[Records excerpted from a collection]

┄┄┄┄┄┄

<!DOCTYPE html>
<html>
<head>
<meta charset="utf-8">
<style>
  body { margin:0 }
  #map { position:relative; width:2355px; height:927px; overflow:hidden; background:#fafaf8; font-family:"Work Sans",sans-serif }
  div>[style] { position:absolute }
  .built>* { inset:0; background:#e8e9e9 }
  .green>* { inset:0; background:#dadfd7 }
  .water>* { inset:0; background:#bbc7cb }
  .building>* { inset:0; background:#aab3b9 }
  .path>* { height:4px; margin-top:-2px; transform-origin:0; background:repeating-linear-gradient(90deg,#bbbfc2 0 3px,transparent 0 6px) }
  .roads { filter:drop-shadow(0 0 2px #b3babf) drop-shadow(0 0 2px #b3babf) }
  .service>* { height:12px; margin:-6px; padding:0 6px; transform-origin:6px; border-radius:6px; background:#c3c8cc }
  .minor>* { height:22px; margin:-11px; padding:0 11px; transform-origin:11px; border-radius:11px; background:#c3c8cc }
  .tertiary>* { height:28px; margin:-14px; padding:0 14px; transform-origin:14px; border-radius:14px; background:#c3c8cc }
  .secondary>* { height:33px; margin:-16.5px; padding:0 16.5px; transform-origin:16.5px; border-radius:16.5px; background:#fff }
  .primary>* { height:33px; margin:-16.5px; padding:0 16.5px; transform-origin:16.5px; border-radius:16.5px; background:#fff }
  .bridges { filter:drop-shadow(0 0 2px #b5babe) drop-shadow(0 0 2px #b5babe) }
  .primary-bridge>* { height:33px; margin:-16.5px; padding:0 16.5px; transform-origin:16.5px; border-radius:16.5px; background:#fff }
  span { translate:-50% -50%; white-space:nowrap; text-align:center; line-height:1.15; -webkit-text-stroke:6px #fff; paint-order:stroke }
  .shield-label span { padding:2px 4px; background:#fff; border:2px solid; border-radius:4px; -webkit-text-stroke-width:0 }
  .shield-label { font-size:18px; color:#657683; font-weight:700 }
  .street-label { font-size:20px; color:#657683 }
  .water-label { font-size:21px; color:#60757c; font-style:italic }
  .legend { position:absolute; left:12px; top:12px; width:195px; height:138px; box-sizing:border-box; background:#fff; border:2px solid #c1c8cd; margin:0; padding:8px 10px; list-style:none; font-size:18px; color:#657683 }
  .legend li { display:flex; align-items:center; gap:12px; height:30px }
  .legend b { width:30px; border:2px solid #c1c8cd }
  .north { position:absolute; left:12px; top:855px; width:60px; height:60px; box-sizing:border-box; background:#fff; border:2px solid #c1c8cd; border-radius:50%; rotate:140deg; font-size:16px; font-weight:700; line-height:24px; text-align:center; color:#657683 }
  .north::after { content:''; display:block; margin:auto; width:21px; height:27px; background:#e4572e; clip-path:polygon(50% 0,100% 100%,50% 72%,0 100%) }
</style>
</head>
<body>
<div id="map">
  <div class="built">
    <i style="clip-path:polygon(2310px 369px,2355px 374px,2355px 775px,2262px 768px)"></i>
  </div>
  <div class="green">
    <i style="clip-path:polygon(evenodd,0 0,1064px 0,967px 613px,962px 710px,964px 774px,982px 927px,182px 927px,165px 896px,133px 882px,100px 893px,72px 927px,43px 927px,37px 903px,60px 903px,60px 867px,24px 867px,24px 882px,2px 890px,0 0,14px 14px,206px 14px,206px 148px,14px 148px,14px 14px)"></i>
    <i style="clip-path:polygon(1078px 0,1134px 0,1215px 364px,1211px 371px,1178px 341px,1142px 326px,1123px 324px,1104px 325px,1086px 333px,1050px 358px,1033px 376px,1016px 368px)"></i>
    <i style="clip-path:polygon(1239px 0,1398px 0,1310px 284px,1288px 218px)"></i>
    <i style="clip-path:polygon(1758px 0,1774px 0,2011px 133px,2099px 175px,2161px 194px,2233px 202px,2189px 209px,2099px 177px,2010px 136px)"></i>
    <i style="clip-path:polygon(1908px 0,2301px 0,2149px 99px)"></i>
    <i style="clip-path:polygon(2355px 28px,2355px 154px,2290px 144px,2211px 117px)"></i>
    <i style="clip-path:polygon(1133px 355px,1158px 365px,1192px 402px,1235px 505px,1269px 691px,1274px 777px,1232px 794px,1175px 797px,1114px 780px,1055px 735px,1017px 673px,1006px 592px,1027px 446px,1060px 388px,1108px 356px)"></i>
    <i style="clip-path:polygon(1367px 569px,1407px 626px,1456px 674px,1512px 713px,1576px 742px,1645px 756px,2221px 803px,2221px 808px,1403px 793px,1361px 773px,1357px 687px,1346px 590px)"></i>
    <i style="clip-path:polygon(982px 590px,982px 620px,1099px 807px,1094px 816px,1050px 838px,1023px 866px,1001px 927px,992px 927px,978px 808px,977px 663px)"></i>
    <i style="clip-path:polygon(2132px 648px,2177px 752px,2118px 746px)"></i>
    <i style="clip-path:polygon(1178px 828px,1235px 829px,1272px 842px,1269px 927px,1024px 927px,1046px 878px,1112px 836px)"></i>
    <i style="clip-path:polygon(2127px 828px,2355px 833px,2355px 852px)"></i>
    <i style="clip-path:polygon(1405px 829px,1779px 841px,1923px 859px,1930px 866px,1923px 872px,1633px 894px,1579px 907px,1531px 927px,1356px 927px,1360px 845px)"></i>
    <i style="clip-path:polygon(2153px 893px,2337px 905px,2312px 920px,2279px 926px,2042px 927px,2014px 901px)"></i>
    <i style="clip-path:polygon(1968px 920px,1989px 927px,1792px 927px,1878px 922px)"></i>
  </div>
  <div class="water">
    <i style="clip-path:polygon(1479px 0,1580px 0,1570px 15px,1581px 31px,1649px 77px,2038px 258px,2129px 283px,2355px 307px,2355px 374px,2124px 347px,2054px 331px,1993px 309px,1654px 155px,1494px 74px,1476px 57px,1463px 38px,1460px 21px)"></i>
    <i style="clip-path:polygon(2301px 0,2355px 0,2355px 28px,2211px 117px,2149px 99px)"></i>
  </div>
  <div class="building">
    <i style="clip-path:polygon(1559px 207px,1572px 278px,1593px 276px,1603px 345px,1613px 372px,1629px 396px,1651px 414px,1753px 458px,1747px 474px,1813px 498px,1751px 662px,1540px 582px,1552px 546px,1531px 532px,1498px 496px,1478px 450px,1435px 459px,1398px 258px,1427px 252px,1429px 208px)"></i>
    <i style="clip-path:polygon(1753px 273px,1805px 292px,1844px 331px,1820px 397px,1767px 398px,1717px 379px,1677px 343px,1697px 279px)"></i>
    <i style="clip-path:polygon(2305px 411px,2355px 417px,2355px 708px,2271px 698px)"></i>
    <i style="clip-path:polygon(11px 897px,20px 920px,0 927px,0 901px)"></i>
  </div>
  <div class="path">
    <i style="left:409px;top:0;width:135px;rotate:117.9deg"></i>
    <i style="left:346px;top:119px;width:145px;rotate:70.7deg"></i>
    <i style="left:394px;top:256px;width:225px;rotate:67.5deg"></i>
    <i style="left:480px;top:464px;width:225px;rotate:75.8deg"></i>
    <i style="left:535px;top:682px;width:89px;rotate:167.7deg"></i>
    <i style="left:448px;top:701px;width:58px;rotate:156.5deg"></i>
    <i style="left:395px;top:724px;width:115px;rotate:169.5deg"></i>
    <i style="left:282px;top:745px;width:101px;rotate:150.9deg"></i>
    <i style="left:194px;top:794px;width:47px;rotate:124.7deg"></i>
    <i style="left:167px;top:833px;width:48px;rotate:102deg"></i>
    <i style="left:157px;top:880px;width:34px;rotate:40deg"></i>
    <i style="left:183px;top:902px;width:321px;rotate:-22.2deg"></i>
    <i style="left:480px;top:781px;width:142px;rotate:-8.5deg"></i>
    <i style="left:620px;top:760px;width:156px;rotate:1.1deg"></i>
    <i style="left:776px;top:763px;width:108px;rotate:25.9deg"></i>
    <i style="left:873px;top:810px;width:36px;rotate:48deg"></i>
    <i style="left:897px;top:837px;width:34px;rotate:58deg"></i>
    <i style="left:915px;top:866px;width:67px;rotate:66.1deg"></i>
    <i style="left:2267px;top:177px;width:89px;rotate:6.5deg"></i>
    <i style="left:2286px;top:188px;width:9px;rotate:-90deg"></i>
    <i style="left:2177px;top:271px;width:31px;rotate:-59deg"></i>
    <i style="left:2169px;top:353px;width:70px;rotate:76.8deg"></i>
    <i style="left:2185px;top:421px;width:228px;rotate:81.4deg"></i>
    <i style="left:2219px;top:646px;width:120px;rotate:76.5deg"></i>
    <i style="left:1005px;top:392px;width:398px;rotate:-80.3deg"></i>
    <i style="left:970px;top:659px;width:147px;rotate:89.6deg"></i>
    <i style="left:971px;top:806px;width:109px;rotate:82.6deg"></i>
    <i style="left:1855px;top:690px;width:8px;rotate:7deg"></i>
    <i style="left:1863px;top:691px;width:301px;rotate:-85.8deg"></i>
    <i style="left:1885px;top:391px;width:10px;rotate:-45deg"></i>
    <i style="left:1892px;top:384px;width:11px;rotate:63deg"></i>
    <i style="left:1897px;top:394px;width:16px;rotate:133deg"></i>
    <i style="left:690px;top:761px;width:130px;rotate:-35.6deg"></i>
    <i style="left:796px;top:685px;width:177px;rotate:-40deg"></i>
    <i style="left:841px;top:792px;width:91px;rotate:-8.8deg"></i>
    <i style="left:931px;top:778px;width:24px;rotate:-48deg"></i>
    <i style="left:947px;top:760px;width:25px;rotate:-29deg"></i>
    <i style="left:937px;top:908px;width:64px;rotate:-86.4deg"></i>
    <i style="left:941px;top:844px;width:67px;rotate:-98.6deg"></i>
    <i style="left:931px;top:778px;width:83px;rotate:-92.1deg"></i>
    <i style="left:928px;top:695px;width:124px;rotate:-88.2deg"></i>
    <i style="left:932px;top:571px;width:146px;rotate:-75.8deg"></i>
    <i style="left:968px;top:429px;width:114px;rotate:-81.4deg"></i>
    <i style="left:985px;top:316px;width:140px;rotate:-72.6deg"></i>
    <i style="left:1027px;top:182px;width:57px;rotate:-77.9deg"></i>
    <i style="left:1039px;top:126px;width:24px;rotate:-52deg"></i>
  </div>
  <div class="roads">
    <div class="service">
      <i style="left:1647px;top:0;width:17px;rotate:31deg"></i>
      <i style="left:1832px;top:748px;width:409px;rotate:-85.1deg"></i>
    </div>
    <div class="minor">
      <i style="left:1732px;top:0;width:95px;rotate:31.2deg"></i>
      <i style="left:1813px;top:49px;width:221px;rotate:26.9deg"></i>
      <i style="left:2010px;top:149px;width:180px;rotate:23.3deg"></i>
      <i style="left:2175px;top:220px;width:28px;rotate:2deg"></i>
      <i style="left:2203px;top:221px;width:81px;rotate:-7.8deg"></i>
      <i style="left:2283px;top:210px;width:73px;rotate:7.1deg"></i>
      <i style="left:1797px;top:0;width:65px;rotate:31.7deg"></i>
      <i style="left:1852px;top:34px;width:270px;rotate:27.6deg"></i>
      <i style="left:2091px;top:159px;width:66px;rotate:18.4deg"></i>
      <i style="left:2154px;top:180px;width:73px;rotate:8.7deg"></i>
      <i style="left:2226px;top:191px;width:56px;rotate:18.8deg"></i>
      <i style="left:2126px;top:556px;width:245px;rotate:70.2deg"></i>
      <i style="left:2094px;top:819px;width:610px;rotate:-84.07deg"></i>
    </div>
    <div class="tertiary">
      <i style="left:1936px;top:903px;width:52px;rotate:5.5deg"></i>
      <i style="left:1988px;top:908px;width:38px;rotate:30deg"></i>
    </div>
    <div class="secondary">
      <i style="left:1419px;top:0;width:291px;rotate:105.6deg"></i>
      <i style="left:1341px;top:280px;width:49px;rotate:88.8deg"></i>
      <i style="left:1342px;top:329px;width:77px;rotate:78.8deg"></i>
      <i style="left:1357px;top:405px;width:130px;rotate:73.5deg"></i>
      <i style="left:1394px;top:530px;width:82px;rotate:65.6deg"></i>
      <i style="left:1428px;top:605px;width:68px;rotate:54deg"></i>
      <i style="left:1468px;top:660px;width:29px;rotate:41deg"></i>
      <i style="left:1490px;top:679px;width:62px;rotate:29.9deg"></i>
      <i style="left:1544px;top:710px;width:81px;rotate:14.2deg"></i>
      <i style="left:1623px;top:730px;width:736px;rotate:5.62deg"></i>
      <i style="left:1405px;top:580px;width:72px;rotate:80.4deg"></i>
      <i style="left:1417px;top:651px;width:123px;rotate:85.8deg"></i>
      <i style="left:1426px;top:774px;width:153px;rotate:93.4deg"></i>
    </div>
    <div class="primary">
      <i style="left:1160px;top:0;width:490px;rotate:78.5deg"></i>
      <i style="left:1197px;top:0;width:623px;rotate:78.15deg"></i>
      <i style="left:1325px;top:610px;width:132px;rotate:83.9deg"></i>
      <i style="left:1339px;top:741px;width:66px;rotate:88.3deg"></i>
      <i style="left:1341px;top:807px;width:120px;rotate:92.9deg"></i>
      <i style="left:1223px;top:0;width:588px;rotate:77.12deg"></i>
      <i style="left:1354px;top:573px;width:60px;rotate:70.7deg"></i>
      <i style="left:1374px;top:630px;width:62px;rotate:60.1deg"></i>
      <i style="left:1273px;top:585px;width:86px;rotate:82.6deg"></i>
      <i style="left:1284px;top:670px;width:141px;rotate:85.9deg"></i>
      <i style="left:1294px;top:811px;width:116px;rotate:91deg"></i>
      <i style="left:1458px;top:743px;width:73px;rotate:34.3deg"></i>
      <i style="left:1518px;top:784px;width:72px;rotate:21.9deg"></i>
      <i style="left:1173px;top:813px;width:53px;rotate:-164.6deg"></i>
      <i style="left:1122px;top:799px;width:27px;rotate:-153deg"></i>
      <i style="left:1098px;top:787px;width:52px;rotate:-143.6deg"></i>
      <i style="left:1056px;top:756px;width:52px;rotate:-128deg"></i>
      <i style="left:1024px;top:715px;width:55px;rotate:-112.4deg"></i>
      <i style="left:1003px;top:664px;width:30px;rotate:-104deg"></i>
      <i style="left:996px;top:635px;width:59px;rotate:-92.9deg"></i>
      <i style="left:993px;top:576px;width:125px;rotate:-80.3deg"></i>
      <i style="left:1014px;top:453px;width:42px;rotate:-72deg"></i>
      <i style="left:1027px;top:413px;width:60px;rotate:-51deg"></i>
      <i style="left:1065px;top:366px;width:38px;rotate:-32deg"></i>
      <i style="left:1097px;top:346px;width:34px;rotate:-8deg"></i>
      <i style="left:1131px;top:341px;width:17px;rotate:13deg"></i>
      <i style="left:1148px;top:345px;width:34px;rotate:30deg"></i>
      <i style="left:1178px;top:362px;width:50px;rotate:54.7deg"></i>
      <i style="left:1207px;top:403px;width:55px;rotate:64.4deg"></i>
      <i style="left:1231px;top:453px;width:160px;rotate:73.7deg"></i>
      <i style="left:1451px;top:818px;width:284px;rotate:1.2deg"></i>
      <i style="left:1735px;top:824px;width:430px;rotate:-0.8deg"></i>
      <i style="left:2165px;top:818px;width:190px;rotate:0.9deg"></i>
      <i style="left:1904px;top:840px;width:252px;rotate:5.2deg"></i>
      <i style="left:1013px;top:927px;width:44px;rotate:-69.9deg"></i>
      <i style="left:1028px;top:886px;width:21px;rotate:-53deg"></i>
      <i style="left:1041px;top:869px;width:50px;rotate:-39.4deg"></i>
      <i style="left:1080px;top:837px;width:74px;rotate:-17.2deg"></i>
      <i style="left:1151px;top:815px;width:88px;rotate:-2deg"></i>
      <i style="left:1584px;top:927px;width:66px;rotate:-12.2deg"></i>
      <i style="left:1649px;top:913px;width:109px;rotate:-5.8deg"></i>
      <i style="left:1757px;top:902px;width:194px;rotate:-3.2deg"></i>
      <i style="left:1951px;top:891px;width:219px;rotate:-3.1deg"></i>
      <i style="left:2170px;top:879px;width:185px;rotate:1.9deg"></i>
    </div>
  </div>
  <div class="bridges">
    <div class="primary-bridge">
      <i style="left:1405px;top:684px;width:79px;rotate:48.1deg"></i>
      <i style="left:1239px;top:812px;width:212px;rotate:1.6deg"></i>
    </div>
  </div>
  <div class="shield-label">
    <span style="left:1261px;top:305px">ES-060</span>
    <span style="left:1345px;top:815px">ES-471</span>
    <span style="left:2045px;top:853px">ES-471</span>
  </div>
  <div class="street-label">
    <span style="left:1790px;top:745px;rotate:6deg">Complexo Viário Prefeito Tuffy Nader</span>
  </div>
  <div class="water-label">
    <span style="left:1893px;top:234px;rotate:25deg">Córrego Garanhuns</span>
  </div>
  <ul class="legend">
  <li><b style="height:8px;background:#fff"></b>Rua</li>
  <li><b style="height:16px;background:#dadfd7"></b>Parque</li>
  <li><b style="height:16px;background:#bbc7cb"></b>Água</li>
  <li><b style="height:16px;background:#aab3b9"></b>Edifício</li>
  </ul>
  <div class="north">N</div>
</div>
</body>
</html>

┄┄┄┄┄┄

_Assignment_
Using the records above, filter out every line that lacks the string "service" and copy the rest.

_Result for this exercise_
  .service>* { height:12px; margin:-6px; padding:0 6px; transform-origin:6px; border-radius:6px; background:#c3c8cc }
    <div class="service">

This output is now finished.